## WHAT YOU SHOULD DO
Word for word, reproduce each line of the data below, omitting every image.

## DATA PROVIDED
····················
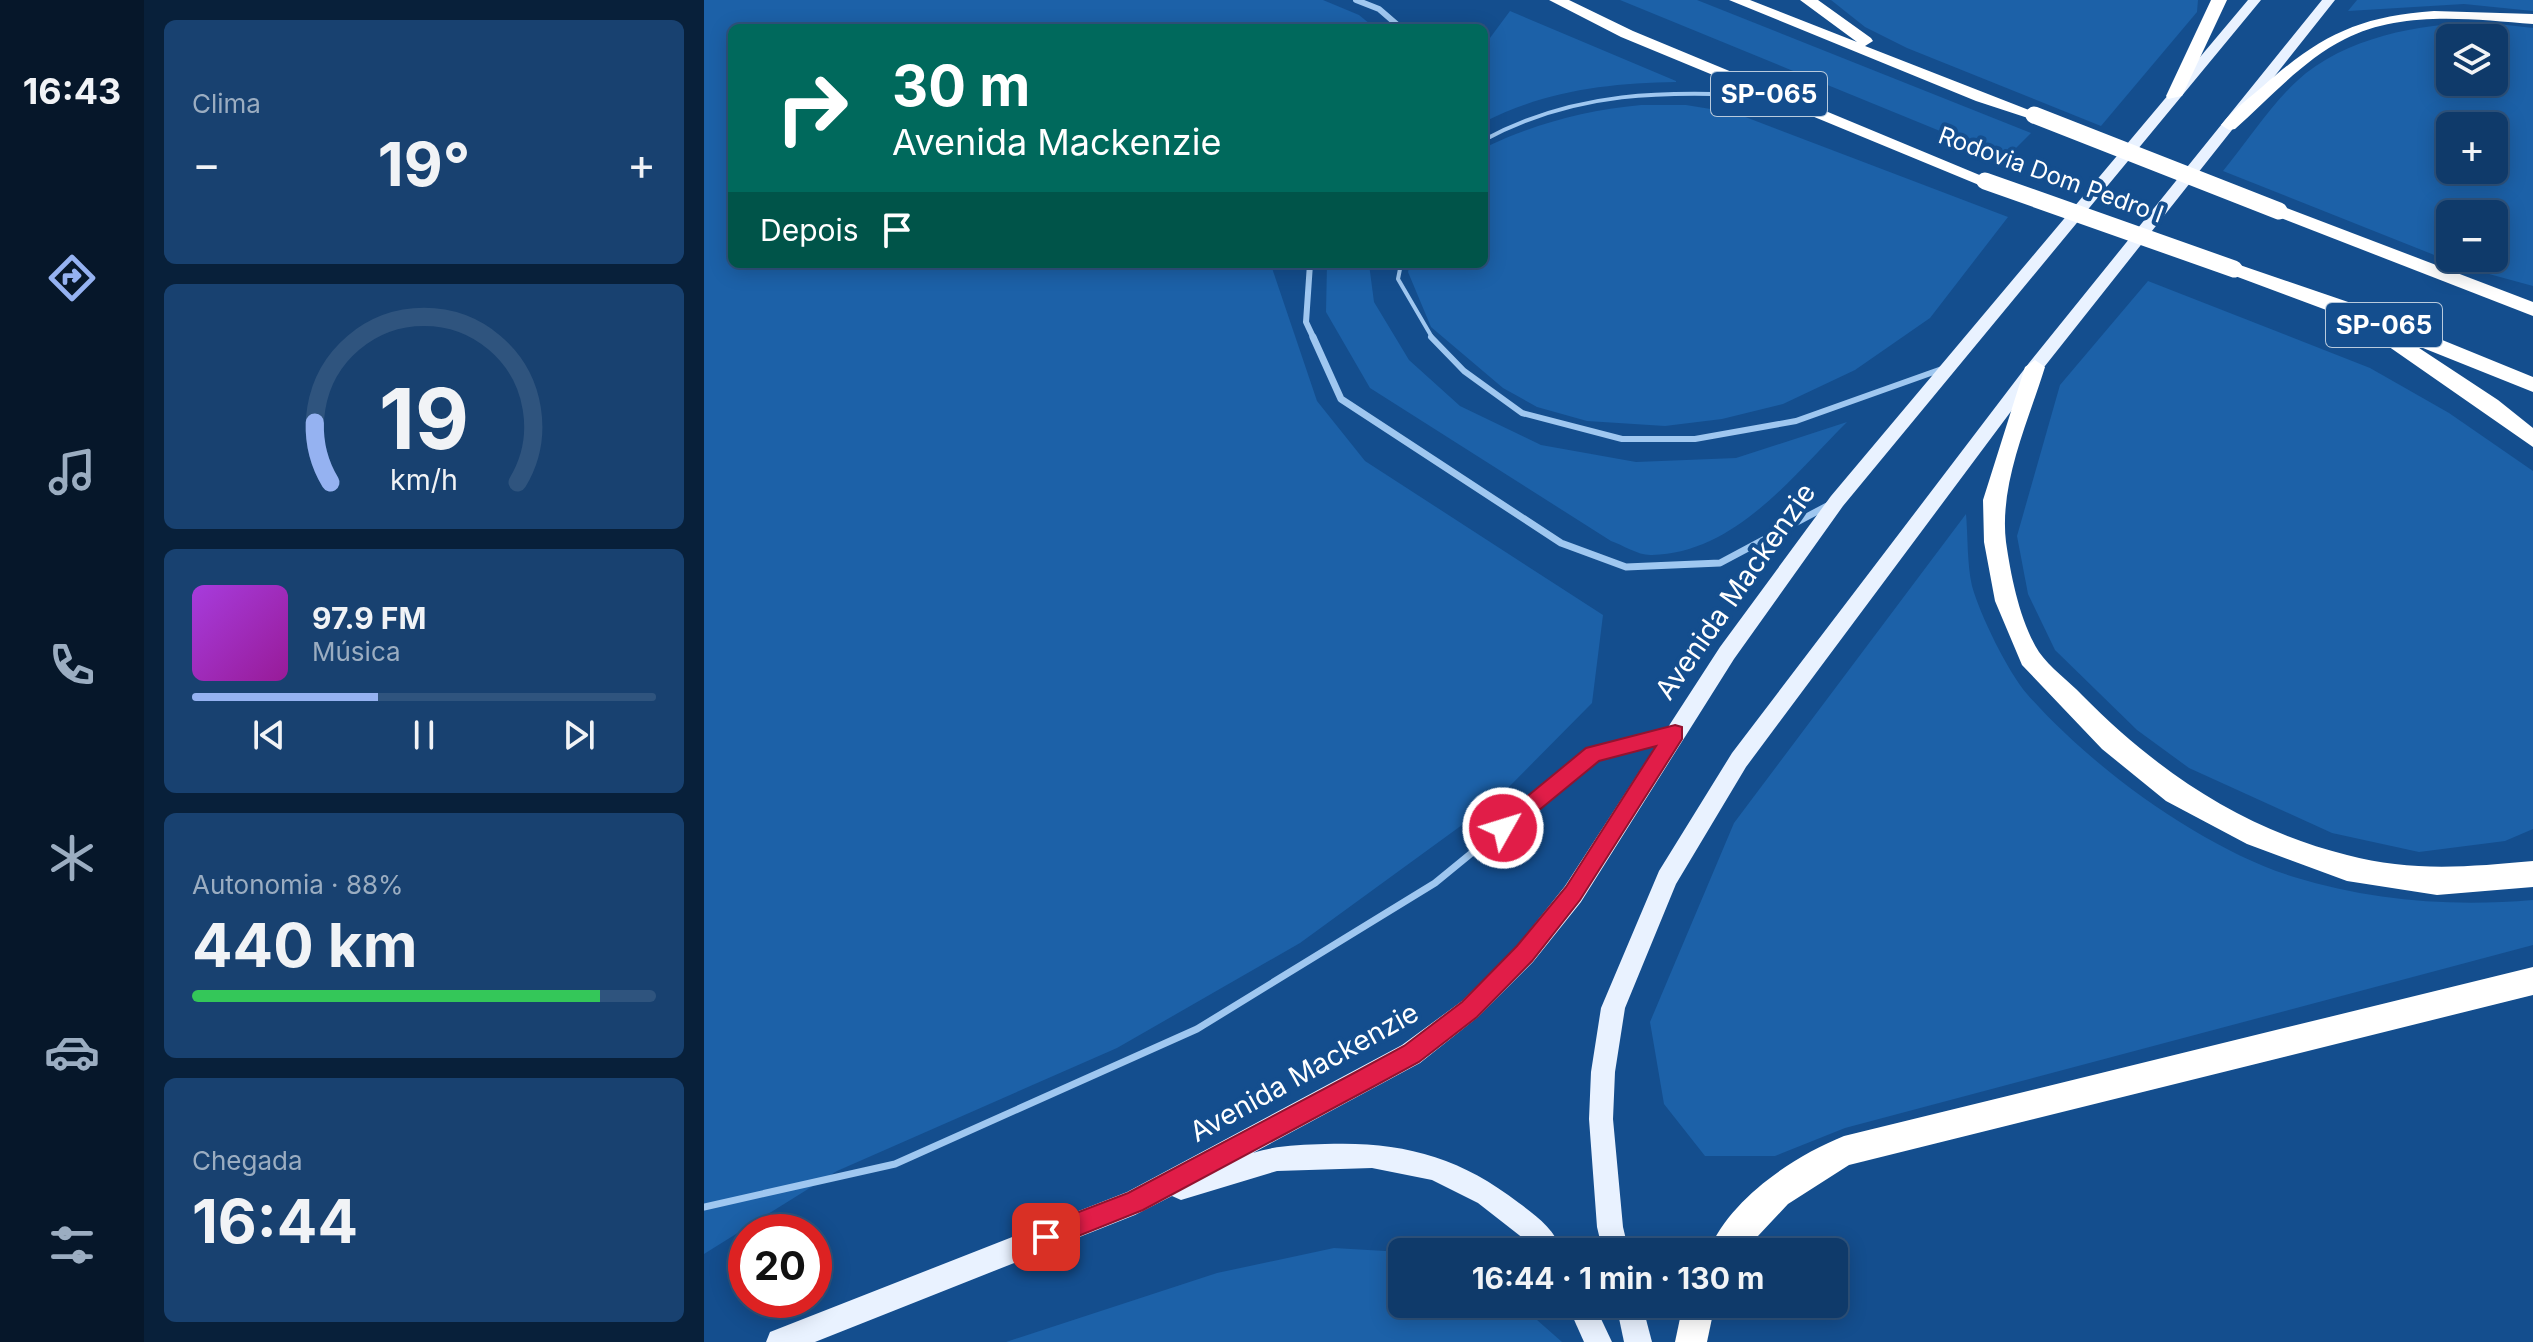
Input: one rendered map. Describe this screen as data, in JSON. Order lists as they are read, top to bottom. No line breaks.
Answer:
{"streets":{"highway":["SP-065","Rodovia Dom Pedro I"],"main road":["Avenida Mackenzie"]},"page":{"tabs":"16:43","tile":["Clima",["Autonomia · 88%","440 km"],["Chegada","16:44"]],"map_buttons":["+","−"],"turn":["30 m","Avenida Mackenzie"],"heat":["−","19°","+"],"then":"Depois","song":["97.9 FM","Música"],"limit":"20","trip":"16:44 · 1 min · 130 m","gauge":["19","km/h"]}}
····················
## EXERCISE OUTPUT
Input: one rendered map. Describe this screen as data, in JSON. Order lists as they are read, top to bottom. No line breaks.
Answer:
{"streets":{"highway":["SP-065","Rodovia Dom Pedro I"],"main road":["Avenida Mackenzie"]},"page":{"tabs":"16:43","tile":["Clima",["Autonomia · 88%","440 km"],["Chegada","16:44"]],"map_buttons":["+","−"],"turn":["30 m","Avenida Mackenzie"],"heat":["−","19°","+"],"then":"Depois","song":["97.9 FM","Música"],"limit":"20","trip":"16:44 · 1 min · 130 m","gauge":["19","km/h"]}}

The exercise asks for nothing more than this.